31. The system of any one of claims 22 to 30, wherein the system comprises a robotic system for loading and unloading samples, wherein the system for screening for pathogens or genetic differences is arranged to identify whether and when screening and/or processing of individual samples or groups of samples is complete; and wherein the robotic system is configured to:

removing the individual sample or group of samples from the incubator, leaving an empty sample holder or group of sample holders, wherein the sample or group of samples is removed from surrounding or adjacent locations of the sample or group of samples that have not been screened and/or processed; subsequently

Obtaining a fresh sample or group of samples; subsequently

Filling a void in the incubator with the fresh sample;

thereby adapting the system to a continuous flux of samples.

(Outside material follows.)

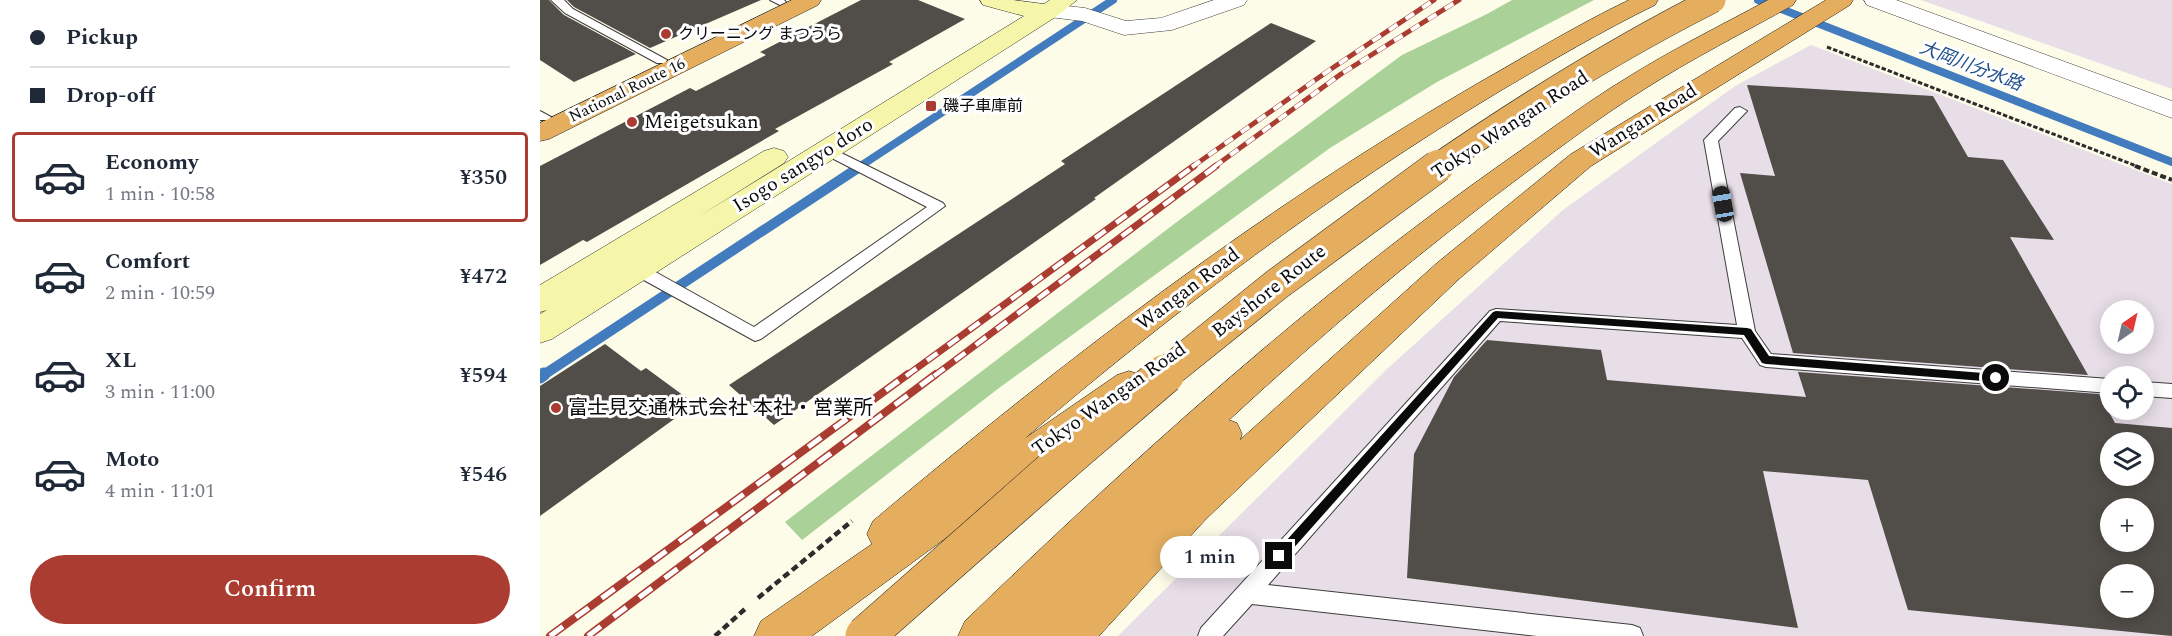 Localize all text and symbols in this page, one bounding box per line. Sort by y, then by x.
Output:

32. The system of any one of claims 22 to 31, wherein the detection characteristic is a wavelength or range of wavelengths of electromagnetic radiation detectable by the detector.

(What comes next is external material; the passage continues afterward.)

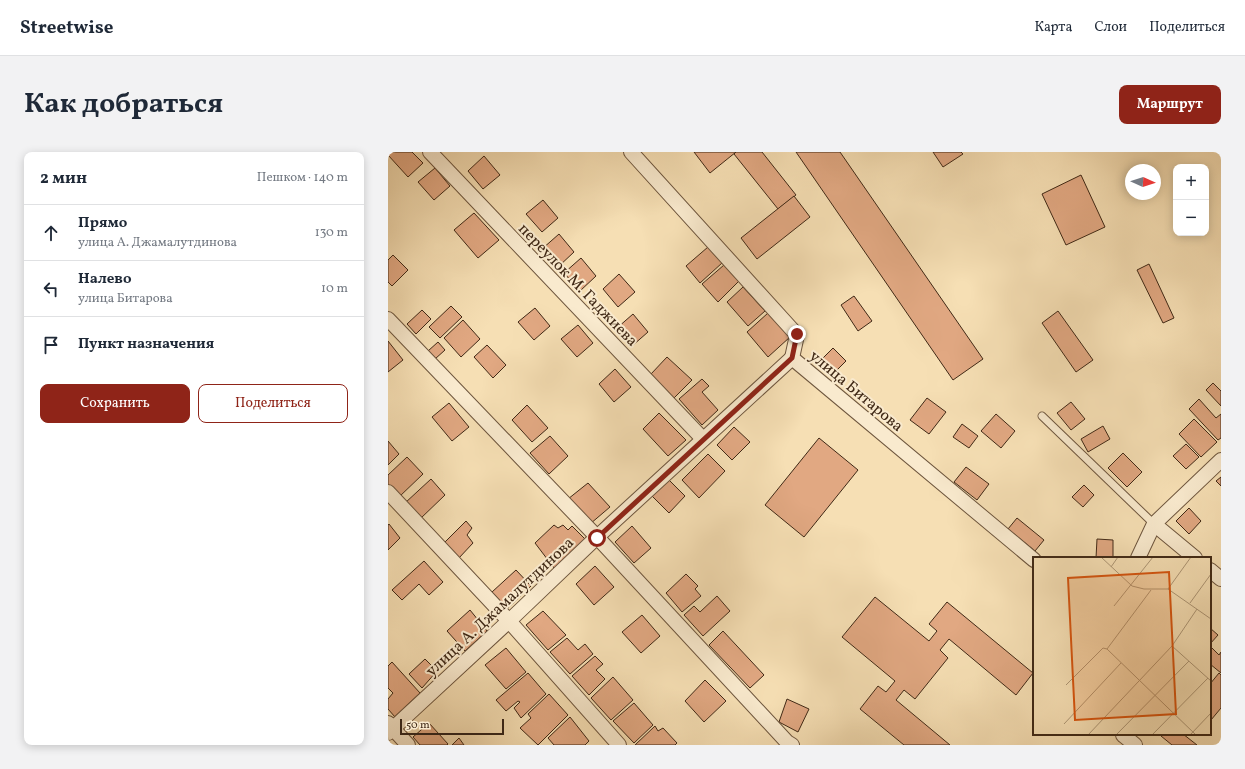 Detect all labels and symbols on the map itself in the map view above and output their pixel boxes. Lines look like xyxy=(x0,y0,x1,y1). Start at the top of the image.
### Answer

33. The system of any one of claims 22 to 32, wherein the detector is a monochromatic detector comprising a first filter and a second filter, and wherein the first filter allows transmission of electromagnetic radiation in a wavelength range required for a fluorescence mode and the second filter allows transmission of electromagnetic radiation in a wavelength range required for a colorimetric mode, wherein the system is arranged to switch between the fluorescence mode and the colorimetric mode by switching between the first filter and the second filter.

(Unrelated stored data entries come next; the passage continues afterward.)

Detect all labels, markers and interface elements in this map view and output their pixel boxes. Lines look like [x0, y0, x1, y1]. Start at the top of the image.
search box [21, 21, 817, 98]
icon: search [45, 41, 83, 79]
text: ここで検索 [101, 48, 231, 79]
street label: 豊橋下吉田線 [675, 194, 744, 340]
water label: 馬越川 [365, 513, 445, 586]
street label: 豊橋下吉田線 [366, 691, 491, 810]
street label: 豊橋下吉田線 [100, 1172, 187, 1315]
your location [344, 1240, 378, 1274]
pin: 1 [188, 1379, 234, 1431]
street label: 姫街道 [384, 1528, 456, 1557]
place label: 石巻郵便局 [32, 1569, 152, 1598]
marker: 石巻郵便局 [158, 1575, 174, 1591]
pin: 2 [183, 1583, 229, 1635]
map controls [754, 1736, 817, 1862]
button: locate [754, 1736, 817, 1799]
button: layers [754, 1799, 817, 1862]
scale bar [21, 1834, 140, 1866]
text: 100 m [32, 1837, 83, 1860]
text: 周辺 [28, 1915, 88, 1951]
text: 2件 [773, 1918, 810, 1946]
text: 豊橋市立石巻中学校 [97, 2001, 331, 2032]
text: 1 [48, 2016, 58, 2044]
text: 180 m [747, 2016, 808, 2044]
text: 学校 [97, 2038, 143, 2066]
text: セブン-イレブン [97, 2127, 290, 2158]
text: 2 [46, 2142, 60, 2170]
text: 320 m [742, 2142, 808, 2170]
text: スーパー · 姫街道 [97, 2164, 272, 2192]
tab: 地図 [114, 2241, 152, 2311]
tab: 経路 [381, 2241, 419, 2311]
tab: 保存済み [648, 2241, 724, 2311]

34. The system of any one of claims 22 to 33, wherein the detector is a monochromatic detector comprising a multi-channel filter having a window allowing transmission of electromagnetic radiation of a wavelength range required for the fluorescent screening mode and transmission of electromagnetic radiation of a wavelength range required for the colorimetric mode, and wherein the system is arranged to switch between the fluorescent mode and the colorimetric mode by switching between illumination suitable for the colorimetric mode and illumination suitable for the fluorescent mode.

35. The system of any one of claims 22 to 34, wherein the electromagnetic radiation source comprises a light source for the fluorescent mode and a light source for the colorimetric mode.

36. The system of any one of claims 22 to 35, wherein the electromagnetic radiation source comprises a separate light emitting element with a filter, the separate light emitting element being located at a respective sample holder for directly illuminating the sample.

37. The system of any of claims 22 to 36, wherein the illumination source comprises a diffuser, a separate light emitting element is coupled to the diffuser, and the separate light emitting element is configured to generate diffuse light to illuminate a sample for screening the sample in the first screening mode and/or the second screening mode.

38. The system of any one of claims 22 to 37, wherein the system comprises an optical fiber located between the electromagnetic radiation source and a single sample holder or set of sample holders, wherein the optical fiber is directed through a portion of the means for processing the sample to the single sample holder or set of sample holders.

39. A system according to any one of claims 22 to 38, wherein the system comprises an optical fibre between the detector and each individual sample holder or group of sample holders, wherein the optical fibre is positioned to receive radiation from the sample and to direct the received radiation to the appropriate detector.

40. The system of claim 39, wherein the electromagnetic radiation source is further optically coupled to a single sample by an optical fiber, and both the detector and the electromagnetic radiation source are coupled to the same optical fiber portion using a dichroic combiner/divider.